John Nunemaker wrote a great post, I Have No Talent, that you can read in less than 5-minutes, but will need to digest in more.
“I used to think that I wasn’t smart enough. I was jealous of those that did crazy code stuff that I couldn’t even comprehend. Then, one day, I ran into something I did not understand and instead of giving up, I pushed through.”
I think this is when most people give up - when it sucks. When I first began Brazilian Jiu Jitsu in 2004, I showed up to a random gym in White Plains, New York in mesh shorts that were one (maybe two) sizes too small and a tee-shirt that, apparently, was not rip proof (there is a reason for the gis after all). I rolled with the instructor, Sean Alvarez, who applied a rear naked choke so firmly that four the next four days I would have sworng I had come down with strep throat (had I not been able to so vividly remember being choked).
That sucked. I got whooped, regularly, for the better of 10 months. Practice and progress were camouflaged as pain. When things turned around, when I was able to first submit an opponent, the challenges - my opponents - felt surmountable. Matches felt more like a chess match, less like a mad scramble to survive; they slowed down. Once I knew the science, it became more art, less torture.
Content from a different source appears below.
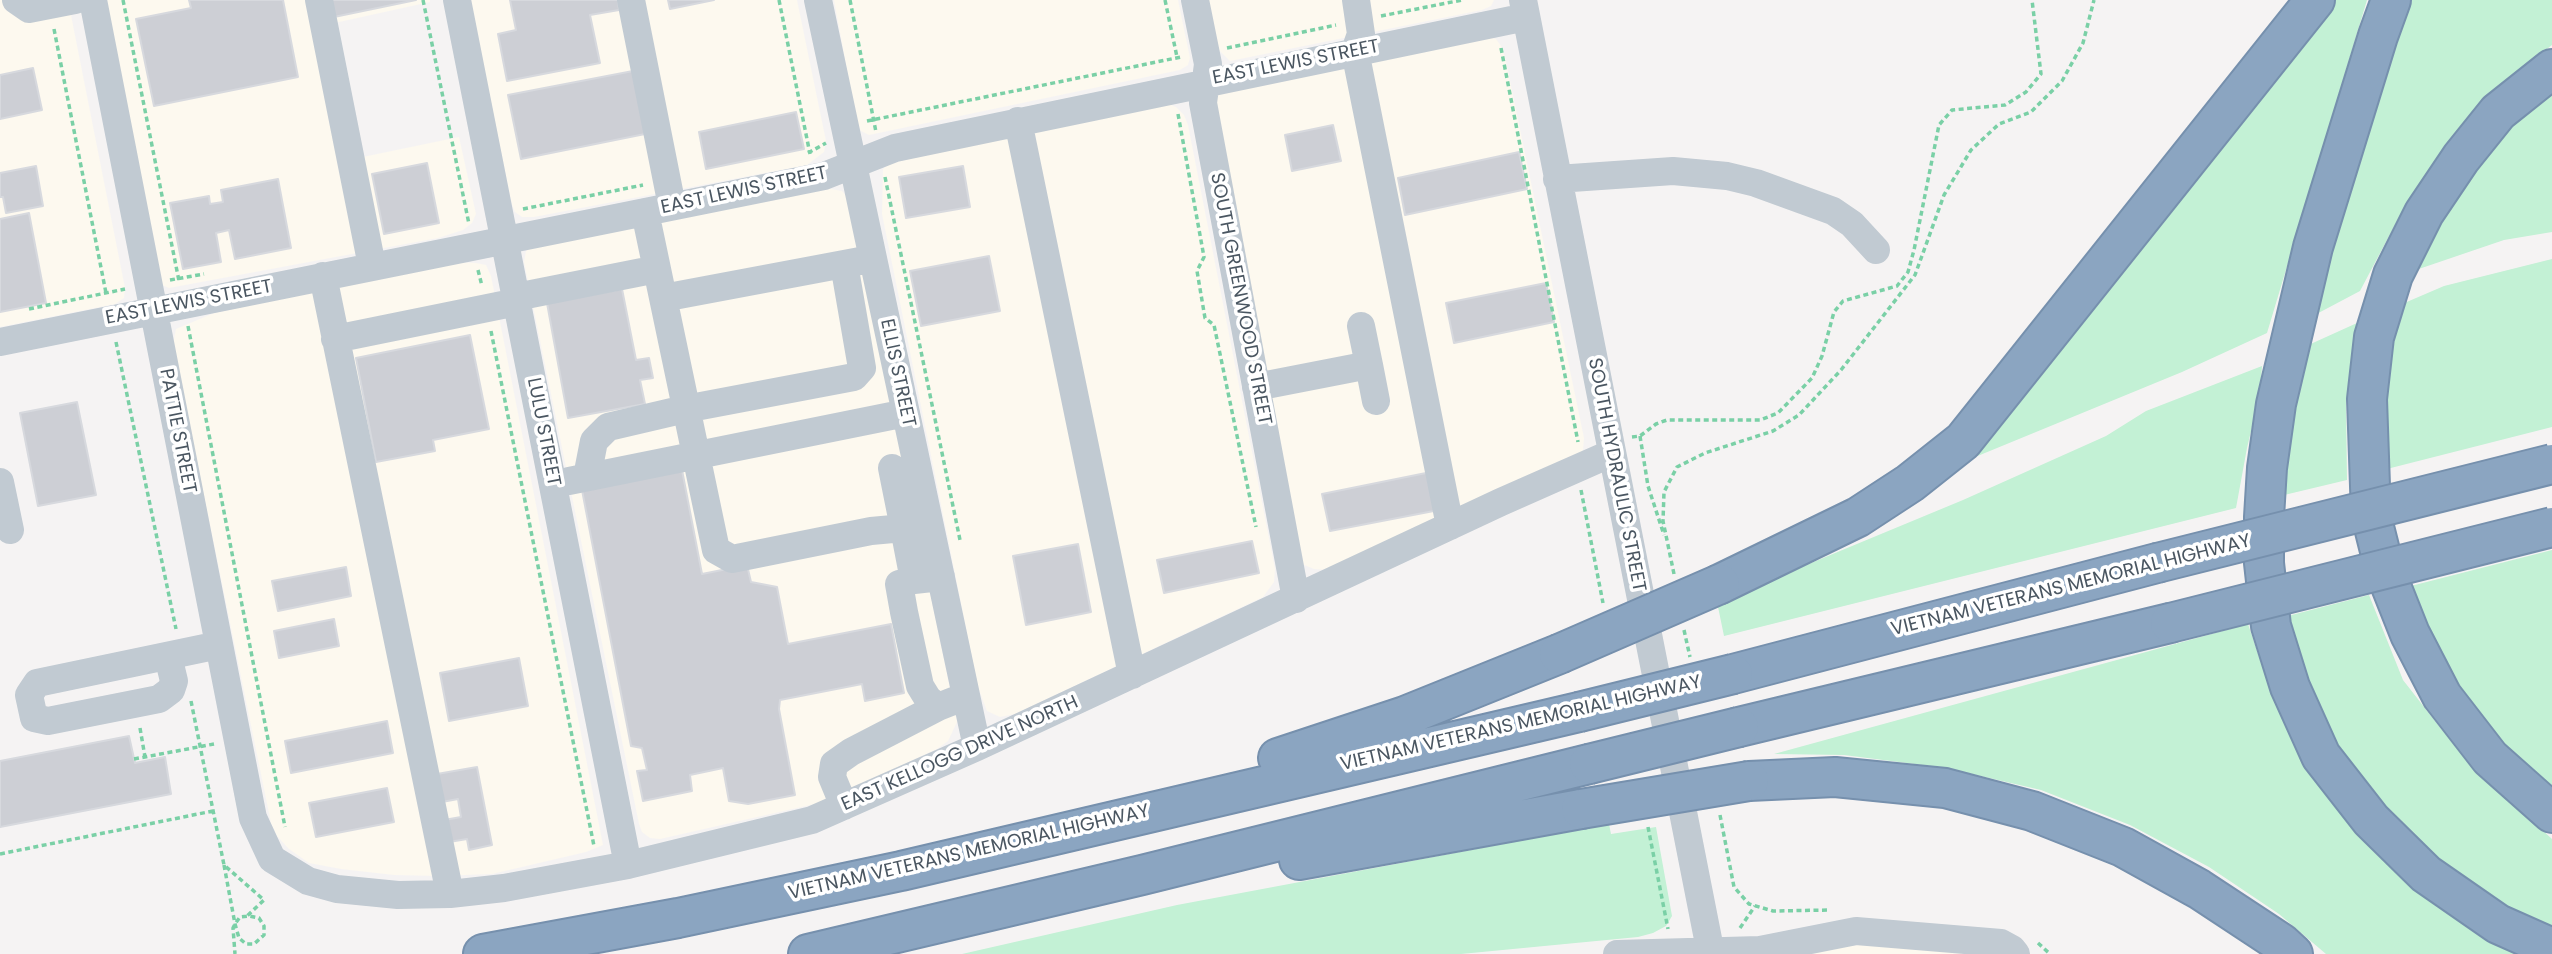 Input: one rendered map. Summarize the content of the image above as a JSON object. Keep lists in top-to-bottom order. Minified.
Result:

The kind of practice where all of a sudden I realize that it is 2am and I’m exhausted physically so I should go to bed, but mentally I feel on fire so I let the code have me another hour or two.
A perfect summation of both the cause of my insomnia and the reason I do not fight it.
Ever since then, I have attacked each thing that I do not understand until I understand it.
Comprehension is critical to doing anything meaningful. In my experience, I cannot attribute meaning to a pursuit if I do not understand why exactly I am doing it - and how could I?